Looking forward, we offer a brief outlook for each pair:
- EUR/USD: Bullish bias prevails. The pair is holding above 1.1500 support after breaking out. As long as 1.1500 holds, focus is on upside targets – with 1.1530 (today’s high) as immediate resistance and a potential move toward 1.1600 if the rally continues. A slip back below 1.1500 could signal a breather, but significant support lies around 1.1450.
- GBP/USD: Momentum is positive, but the pair is near 1.3600 – a pivotal resistance. A clear break above 1.3600 could ignite further gains (next resistance around 1.3650), whereas failure to break may lead to consolidation. Initial support is seen at 1.3540–1.3550 (recent pullback zone), with a deeper floor around 1.3500.
- USD/JPY: The pair is at a crossroads near ¥144.0. Holding above ¥143.5 (support) could spur a corrective bounce toward ¥144.5 or higher (trend resistance). However, if bearish pressure persists and ¥143.5 gives way, USD/JPY may slide toward the lower-¥143 or even test the ¥142.5–¥143.0 area next. Upside barriers include ¥145.0 and ¥145.5, levels that previously saw strong selling.

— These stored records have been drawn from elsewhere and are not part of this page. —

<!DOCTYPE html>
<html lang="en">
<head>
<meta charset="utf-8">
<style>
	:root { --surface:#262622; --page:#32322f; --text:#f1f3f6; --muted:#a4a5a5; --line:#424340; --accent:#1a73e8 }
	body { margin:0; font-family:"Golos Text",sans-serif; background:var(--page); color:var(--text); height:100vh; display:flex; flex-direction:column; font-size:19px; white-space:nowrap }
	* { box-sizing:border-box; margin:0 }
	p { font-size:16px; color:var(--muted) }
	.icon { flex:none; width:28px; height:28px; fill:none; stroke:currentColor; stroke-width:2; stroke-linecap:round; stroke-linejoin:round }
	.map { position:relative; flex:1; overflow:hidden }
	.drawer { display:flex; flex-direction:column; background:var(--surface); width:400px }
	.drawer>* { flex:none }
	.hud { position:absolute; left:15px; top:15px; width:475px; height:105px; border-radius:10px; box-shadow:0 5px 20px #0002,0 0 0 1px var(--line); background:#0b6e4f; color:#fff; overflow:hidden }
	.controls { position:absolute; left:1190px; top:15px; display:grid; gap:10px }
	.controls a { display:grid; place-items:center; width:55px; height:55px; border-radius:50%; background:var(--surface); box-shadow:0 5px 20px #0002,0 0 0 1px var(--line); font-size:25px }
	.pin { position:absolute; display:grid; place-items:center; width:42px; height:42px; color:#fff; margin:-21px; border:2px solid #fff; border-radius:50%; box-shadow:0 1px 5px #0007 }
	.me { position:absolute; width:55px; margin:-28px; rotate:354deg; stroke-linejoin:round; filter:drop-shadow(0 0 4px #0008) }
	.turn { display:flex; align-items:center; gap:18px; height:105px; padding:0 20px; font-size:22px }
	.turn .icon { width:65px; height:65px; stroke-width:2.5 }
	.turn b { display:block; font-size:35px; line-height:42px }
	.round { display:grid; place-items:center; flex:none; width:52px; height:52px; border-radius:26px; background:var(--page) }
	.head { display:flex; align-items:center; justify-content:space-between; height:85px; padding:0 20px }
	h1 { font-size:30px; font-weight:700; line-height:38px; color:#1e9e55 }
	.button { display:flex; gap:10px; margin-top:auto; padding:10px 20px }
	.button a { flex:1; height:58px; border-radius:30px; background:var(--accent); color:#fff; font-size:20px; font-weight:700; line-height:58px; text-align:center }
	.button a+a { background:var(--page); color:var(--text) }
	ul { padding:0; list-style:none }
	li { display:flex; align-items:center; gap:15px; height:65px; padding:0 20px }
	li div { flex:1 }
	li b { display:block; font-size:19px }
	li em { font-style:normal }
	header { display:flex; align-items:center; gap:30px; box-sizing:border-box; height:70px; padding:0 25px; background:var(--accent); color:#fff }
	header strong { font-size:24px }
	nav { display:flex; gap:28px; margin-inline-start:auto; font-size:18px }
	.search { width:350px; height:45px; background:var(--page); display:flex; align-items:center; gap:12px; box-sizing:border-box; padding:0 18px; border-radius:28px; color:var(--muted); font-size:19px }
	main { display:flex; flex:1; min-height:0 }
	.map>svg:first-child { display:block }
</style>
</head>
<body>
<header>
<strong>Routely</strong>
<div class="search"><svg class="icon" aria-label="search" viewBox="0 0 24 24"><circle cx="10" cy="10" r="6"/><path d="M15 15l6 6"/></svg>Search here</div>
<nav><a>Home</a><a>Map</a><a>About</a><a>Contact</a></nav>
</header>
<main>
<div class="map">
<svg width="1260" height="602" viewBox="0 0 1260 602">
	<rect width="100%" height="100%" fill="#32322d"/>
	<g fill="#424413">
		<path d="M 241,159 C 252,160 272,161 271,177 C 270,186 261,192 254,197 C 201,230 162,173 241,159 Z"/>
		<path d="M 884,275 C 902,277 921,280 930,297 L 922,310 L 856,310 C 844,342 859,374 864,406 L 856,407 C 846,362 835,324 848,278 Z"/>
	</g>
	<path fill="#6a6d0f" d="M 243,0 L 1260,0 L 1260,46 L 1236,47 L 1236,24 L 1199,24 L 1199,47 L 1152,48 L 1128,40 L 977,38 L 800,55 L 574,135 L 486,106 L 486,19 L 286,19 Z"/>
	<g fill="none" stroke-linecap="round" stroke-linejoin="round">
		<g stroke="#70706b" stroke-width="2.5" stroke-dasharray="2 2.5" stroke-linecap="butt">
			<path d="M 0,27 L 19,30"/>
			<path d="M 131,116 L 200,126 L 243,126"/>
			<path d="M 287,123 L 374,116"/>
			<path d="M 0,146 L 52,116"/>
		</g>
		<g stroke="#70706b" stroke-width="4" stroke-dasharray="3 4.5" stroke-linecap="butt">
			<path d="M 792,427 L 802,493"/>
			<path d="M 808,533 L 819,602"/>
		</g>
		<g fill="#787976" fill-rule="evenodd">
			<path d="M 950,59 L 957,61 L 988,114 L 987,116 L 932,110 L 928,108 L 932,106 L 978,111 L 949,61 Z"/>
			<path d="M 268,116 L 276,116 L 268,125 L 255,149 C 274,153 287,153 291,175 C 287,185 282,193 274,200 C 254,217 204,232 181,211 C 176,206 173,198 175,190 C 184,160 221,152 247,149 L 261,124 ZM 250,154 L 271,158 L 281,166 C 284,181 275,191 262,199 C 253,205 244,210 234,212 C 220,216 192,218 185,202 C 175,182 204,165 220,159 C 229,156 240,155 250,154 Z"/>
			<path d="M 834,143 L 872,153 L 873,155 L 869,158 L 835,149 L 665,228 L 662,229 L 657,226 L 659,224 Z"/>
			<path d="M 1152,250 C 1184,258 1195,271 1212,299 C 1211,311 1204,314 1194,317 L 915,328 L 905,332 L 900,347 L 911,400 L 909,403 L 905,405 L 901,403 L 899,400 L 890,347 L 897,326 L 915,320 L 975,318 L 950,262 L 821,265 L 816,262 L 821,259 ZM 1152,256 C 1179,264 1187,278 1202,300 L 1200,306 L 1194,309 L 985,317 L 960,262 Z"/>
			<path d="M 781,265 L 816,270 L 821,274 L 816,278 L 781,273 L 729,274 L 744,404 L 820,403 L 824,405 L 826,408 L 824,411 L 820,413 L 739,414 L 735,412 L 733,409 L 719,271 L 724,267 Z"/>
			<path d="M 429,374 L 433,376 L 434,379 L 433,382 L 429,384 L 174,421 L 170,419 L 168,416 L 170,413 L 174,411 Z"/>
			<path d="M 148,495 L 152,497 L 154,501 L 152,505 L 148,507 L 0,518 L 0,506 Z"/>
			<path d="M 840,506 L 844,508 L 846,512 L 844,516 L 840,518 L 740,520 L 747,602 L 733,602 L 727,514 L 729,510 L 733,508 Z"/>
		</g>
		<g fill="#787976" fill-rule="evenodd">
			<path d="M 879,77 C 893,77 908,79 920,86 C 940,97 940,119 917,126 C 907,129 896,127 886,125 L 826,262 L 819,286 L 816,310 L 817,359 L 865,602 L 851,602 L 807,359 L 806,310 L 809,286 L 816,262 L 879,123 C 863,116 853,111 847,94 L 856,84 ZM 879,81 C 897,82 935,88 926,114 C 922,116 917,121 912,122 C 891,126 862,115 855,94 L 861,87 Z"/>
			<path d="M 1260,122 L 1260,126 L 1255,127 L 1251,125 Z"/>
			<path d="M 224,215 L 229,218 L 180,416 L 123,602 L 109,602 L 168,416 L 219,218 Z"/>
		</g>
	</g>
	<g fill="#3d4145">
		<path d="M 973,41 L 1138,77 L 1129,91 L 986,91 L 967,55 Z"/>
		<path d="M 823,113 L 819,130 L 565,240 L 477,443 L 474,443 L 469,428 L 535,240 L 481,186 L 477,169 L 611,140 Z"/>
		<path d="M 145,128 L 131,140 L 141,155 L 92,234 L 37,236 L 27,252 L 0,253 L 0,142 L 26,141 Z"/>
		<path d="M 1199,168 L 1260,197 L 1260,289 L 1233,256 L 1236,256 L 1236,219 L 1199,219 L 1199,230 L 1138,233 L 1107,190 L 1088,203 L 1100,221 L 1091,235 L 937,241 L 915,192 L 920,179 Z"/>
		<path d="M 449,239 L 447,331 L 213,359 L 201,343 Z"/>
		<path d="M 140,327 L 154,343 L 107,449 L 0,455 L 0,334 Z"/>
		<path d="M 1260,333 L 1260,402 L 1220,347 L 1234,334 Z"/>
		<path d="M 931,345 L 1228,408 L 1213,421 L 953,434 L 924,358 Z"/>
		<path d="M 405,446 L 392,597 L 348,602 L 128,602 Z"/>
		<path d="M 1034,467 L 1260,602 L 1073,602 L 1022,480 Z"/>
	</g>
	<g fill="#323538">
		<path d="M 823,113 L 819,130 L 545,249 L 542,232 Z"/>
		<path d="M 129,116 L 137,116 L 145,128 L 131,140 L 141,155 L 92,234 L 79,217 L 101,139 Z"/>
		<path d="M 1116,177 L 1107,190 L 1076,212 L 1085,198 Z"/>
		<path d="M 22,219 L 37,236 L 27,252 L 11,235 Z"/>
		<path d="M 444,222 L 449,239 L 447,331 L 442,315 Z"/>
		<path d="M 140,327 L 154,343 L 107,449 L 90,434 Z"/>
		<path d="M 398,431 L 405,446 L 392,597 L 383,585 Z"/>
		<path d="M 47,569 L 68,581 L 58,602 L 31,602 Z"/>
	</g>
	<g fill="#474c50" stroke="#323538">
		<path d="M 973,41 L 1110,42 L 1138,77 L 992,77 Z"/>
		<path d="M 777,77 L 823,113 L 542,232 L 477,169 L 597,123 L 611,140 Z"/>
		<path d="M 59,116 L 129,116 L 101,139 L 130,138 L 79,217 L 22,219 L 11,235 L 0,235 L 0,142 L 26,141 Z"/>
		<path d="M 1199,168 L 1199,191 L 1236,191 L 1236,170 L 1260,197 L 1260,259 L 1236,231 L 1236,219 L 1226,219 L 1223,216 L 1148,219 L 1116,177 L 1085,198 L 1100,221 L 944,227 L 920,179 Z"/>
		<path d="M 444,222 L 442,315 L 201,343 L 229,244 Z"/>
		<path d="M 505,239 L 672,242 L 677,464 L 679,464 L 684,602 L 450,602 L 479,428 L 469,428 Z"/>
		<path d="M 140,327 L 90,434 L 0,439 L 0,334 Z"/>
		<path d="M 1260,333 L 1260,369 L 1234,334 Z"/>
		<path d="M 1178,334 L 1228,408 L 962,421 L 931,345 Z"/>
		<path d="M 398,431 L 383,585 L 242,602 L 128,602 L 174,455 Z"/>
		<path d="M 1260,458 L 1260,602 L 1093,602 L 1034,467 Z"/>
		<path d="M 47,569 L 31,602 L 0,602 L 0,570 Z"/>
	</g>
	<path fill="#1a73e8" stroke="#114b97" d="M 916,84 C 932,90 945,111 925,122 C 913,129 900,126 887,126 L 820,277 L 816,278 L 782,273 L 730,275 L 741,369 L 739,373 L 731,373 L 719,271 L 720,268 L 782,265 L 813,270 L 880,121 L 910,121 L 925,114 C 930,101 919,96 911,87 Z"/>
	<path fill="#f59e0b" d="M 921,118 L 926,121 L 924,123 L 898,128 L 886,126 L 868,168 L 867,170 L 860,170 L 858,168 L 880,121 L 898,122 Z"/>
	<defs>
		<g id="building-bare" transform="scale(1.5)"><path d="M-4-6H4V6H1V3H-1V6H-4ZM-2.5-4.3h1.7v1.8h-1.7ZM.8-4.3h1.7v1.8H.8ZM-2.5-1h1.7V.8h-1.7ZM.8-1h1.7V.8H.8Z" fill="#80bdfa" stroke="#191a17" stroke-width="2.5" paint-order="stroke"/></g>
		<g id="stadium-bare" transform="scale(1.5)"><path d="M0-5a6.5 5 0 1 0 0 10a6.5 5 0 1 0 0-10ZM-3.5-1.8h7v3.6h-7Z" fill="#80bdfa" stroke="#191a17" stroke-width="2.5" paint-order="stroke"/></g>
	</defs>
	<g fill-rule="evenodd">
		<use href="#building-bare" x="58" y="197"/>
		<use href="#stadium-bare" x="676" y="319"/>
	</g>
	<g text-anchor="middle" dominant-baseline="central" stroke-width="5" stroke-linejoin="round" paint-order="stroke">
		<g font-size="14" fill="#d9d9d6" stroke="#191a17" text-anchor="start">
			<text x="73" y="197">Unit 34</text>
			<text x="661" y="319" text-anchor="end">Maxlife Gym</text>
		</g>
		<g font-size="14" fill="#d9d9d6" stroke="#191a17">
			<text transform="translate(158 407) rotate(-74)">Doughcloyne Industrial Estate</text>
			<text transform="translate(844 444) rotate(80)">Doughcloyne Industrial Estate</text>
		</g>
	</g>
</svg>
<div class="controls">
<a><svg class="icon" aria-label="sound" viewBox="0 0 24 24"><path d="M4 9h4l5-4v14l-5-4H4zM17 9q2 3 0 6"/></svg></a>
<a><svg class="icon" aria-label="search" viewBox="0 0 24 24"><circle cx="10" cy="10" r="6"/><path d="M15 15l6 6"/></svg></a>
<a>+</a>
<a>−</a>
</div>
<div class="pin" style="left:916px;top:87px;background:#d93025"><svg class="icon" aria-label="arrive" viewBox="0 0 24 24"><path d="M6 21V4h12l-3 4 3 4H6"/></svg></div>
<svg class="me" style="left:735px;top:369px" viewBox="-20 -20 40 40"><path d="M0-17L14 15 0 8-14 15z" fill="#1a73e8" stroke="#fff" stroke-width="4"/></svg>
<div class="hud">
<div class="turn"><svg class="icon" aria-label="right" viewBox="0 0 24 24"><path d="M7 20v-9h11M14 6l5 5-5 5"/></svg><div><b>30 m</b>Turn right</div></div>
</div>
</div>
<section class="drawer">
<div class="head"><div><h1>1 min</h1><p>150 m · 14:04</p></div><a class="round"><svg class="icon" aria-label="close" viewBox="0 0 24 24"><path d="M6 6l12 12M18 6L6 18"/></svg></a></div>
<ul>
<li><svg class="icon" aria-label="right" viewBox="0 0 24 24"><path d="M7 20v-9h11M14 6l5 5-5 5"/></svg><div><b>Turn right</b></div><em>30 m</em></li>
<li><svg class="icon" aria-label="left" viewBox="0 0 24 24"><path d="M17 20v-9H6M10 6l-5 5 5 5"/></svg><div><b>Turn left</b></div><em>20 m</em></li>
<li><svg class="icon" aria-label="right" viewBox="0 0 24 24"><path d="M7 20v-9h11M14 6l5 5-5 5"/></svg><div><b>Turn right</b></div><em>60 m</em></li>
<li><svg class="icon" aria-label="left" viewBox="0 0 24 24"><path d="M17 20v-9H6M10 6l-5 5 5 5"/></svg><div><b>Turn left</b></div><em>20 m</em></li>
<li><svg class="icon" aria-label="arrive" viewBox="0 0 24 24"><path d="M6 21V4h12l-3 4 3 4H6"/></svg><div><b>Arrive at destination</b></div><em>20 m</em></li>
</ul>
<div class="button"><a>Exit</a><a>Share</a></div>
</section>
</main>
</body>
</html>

Overall, the short-term trend favors dollar weakness until proven otherwise. Traders should stay cautious around key technical zones (like EUR/USD 1.1530/1.1600, GBP/USD 1.3600, and USD/JPY 143.5) which will likely determine the next phase. A continuation of the current trends could see EUR/USD and GBP/USD extending their rallies, offering bullish opportunities, while USD/JPY might remain under pressure. Conversely, any signs of the dollar regaining footing – perhaps from improved risk sentiment or hawkish U.S. data – could trigger pullbacks in EUR/USD and GBP/USD and a relief bounce in USD/JPY. As always, prudent traders will watch for confirmation signals (such as how price behaves at support/resistance and changes in volume or momentum) before committing to new positions. With major event risk (like central bank meetings or further inflation readings) on the horizon, volatility is likely to stay elevated, making risk management crucial.